(For the hardware setup I'm using, see this post.)

As part of my new benchmarking series I first wanted to play around with different configurations of data files and backup files for a 1-TB database to see what kind of performance gains I can get invoking the parallelism possible when backing up and restoring the database. To do that I need a way to quickly populate a 1-TB database so that I can mess around with different numbers of files and so on. It doesn't matter what the data in the database is, as backup doesn't care – as long as there's a terabyte of it. Why a terabyte? It's a nice round number, it's a common enough database size right now, and I have the storage to play around with it.
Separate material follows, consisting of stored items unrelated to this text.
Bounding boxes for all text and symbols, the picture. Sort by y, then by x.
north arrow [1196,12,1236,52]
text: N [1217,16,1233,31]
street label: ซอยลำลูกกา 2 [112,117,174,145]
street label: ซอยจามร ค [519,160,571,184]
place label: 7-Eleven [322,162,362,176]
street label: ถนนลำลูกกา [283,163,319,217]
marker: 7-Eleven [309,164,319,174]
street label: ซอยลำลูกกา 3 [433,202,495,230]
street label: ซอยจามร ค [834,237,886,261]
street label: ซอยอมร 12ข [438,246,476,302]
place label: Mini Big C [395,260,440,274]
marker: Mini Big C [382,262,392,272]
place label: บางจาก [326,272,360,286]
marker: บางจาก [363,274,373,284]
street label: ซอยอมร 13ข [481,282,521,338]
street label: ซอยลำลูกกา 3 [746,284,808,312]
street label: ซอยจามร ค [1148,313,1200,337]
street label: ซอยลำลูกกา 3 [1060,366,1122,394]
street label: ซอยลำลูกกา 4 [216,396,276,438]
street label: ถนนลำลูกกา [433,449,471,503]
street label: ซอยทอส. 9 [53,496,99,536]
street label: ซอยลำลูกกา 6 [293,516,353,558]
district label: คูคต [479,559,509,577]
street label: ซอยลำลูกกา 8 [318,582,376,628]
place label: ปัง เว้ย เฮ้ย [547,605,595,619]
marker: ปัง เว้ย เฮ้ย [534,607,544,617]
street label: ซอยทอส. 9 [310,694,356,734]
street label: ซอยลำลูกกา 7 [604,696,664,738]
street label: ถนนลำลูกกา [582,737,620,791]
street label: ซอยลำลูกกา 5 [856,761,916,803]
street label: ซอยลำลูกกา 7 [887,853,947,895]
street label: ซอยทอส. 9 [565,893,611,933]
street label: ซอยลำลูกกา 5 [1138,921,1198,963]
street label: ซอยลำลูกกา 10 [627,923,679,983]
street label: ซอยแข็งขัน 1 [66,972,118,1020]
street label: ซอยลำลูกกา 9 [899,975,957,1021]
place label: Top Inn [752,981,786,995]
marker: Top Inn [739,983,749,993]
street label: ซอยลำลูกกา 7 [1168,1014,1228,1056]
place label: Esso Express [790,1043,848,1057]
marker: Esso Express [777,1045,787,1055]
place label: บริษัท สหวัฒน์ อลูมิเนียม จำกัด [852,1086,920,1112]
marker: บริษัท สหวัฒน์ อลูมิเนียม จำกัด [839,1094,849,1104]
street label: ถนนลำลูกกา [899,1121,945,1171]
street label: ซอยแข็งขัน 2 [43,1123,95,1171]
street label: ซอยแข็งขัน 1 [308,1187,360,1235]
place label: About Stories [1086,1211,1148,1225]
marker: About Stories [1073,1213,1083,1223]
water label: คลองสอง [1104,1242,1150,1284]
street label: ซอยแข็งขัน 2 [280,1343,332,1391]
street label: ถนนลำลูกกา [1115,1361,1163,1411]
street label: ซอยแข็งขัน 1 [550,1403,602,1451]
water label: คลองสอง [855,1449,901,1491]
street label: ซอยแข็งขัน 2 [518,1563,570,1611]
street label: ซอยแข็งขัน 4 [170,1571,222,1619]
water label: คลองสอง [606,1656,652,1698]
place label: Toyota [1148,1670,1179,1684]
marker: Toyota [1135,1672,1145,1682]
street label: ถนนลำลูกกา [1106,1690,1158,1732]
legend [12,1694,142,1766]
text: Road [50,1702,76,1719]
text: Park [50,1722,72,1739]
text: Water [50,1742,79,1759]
But then my plans got derailed. In figuring out how to most quickly populate a 1-TB database, I realized that in itself would be an interesting benchmark to explore, so that's what I'm doing first.

My aim is to give you improvements you can use in real life. If you think this is going to be boring, skip down to the end of the post where I show a detailed perfmon and explain what's going on in my overloaded IO subsystem, then come back up here :-)

The baseline for this benchmark is contrived – I'm going to populate a 1-TB clustered index (so I can do other experiments with the index) as quickly as I can. The interesting part is that I'm starting with a brain-dead database layout, configuration, and method of populating the table, and then I'm going to alter different things to see the effect on the system. The effects and gains will be the interesting part as it will expose parts of how SQL Server works which *WILL* be applicable to real-life situations and workloads – the whole point of me doing all of this is to show you improvements, why they work, and how they could be useful to you.

When doing any kind of performance testing it's *essential* to have a baseline with which to compare - otherwise how do you know what effect a variation is having? This post describes my baseline setup, measurements, and limitations I start to notice.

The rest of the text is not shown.